▸ **WHAT YOU ARE ASKED TO DO**: From the line below that contains "display:grid; place-items:center; width:50px;" to the line that contains "display:flex; align-items:center; gap:18px;", repeat every line exactly, both ends included, and nothing else.

▸ **INPUT**:

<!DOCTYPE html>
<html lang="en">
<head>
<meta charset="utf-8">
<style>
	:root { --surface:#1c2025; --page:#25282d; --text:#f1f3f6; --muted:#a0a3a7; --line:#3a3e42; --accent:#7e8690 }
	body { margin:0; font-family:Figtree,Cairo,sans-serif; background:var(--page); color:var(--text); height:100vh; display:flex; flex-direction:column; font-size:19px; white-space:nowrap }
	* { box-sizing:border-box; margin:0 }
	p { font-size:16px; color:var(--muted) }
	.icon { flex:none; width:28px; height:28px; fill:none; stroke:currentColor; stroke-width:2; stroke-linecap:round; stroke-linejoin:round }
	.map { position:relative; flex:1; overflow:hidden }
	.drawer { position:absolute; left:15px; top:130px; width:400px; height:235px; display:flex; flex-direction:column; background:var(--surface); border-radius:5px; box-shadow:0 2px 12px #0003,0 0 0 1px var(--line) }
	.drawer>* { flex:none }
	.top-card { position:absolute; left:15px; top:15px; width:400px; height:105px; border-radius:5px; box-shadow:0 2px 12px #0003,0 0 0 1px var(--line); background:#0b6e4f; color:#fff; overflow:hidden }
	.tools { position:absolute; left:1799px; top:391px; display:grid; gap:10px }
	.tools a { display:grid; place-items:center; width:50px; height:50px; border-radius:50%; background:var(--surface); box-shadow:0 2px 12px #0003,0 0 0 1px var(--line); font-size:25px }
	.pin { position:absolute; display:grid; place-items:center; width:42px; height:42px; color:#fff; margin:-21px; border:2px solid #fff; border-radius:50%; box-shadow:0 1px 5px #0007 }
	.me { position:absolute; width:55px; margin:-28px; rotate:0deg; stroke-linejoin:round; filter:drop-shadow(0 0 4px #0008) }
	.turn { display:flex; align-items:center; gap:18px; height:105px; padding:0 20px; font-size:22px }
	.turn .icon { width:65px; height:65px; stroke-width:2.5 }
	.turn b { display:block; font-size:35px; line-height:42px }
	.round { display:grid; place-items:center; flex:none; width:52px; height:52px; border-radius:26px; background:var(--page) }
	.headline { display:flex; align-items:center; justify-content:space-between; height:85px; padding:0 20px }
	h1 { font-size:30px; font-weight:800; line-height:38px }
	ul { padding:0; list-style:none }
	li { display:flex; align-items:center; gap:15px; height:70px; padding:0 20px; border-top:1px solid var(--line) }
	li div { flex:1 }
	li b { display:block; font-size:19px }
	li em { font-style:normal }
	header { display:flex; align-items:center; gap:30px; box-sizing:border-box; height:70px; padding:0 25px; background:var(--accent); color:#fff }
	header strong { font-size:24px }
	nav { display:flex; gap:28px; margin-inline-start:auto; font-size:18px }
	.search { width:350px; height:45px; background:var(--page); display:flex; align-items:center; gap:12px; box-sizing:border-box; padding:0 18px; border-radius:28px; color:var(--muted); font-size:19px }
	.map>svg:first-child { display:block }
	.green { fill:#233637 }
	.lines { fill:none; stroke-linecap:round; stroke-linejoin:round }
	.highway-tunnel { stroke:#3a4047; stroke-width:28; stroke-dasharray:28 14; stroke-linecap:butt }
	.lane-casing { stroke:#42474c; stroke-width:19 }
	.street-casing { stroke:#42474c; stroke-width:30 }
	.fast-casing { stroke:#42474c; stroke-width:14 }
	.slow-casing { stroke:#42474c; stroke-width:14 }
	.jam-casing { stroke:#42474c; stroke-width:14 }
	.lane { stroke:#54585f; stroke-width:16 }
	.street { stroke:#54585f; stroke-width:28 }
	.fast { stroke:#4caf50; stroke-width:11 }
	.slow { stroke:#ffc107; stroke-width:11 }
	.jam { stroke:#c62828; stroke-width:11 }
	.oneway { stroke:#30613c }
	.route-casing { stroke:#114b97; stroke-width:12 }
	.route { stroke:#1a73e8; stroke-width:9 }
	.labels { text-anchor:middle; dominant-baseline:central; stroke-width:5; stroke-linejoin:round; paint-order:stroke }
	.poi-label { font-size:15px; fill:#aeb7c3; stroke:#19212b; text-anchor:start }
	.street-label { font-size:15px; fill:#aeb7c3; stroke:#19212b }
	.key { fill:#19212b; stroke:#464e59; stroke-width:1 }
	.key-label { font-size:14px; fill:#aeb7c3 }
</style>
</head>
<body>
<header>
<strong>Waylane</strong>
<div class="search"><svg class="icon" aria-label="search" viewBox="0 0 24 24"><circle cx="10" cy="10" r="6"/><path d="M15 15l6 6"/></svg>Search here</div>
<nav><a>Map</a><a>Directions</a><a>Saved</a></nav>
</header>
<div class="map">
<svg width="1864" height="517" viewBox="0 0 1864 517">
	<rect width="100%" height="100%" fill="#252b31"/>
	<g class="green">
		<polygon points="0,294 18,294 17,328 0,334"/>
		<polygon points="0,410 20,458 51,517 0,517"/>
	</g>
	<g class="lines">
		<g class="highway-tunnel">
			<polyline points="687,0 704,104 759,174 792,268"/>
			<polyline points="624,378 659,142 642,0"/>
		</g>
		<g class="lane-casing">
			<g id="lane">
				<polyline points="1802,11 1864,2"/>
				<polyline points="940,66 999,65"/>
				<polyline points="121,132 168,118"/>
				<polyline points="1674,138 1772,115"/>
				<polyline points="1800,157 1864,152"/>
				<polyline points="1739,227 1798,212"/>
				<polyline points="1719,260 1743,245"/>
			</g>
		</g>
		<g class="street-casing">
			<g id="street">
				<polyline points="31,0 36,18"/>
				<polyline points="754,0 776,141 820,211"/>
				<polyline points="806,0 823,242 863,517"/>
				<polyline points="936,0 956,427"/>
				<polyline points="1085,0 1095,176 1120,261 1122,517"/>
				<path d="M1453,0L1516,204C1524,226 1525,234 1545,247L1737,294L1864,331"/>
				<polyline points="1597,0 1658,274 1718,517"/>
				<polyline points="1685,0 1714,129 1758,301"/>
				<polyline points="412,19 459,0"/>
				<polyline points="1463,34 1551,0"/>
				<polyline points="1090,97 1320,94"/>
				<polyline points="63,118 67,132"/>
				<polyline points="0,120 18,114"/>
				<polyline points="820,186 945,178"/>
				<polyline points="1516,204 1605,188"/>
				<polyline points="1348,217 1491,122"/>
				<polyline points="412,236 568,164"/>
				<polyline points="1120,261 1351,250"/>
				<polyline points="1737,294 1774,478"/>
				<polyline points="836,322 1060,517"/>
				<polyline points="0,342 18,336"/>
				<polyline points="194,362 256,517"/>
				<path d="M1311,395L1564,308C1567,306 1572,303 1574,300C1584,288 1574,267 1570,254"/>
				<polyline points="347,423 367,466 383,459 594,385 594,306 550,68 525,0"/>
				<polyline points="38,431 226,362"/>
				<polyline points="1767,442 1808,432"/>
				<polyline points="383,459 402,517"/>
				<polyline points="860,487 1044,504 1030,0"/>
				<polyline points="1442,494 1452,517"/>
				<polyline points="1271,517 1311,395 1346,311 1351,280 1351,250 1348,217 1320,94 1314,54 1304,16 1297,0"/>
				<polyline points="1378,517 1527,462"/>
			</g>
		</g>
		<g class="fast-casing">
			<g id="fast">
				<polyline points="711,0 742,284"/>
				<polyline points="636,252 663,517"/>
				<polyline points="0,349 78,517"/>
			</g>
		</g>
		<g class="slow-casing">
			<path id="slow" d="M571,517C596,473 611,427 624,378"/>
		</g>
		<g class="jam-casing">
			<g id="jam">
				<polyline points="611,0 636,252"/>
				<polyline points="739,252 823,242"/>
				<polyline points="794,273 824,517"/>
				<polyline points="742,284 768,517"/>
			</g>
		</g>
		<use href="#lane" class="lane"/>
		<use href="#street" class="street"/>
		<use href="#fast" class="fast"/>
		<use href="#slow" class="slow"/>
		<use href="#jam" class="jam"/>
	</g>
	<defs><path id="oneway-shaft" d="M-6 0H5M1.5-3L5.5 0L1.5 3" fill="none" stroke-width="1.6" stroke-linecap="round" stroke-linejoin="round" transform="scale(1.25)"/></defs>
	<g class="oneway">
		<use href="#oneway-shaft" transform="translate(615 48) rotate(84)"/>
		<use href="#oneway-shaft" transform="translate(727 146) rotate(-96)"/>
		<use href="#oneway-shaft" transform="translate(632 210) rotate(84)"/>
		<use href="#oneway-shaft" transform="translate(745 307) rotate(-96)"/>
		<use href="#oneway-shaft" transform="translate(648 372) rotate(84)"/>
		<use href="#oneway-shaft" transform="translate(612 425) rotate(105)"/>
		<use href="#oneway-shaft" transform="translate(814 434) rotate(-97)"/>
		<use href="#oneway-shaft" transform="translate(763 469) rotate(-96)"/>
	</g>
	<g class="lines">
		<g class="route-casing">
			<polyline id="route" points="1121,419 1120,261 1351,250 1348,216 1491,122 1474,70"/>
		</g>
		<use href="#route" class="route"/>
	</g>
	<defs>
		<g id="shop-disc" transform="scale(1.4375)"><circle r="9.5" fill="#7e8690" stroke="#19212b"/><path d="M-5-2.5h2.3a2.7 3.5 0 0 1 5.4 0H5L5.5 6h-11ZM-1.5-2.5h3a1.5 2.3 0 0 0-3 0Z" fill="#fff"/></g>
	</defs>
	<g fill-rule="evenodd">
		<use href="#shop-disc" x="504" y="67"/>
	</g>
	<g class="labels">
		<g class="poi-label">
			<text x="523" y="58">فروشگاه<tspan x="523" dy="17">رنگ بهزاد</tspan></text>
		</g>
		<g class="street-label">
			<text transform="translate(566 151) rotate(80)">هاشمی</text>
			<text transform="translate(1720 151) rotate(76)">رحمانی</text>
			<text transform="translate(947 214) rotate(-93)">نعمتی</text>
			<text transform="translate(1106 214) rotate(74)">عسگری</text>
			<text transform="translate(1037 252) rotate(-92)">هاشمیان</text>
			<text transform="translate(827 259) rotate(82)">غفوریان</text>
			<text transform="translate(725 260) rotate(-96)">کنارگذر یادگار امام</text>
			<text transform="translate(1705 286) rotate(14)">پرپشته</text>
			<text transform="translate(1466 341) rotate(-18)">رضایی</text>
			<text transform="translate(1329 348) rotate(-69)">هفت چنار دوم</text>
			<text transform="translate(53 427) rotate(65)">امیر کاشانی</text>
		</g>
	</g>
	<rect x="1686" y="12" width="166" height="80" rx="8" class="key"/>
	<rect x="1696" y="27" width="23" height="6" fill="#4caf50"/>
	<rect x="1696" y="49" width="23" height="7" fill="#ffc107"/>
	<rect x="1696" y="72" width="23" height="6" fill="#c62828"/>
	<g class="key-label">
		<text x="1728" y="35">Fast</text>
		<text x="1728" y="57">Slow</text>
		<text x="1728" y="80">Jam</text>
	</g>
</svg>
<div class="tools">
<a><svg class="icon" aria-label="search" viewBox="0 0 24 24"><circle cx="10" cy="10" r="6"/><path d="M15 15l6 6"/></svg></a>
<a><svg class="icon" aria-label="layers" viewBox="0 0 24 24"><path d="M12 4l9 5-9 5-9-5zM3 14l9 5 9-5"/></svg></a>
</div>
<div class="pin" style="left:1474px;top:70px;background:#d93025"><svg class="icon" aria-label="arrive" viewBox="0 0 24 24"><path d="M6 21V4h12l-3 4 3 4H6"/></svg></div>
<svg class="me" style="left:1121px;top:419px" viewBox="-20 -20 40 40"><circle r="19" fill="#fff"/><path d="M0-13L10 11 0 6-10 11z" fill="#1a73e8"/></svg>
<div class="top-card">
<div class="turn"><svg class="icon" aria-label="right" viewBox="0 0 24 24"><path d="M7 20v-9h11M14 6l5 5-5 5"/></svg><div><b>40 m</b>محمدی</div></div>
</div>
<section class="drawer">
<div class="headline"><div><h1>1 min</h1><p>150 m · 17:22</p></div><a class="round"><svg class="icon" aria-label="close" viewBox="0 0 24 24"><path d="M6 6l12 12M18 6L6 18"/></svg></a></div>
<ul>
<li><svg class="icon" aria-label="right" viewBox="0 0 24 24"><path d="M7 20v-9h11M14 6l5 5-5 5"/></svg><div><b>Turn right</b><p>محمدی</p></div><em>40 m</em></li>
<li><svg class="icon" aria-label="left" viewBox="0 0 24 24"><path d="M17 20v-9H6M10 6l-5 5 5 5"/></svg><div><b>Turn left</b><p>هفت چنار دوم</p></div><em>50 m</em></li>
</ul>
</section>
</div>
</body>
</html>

▸ **YOUR RESPONSE**:
	.tools a { display:grid; place-items:center; width:50px; height:50px; border-radius:50%; background:var(--surface); box-shadow:0 2px 12px #0003,0 0 0 1px var(--line); font-size:25px }
	.pin { position:absolute; display:grid; place-items:center; width:42px; height:42px; color:#fff; margin:-21px; border:2px solid #fff; border-radius:50%; box-shadow:0 1px 5px #0007 }
	.me { position:absolute; width:55px; margin:-28px; rotate:0deg; stroke-linejoin:round; filter:drop-shadow(0 0 4px #0008) }
	.turn { display:flex; align-items:center; gap:18px; height:105px; padding:0 20px; font-size:22px }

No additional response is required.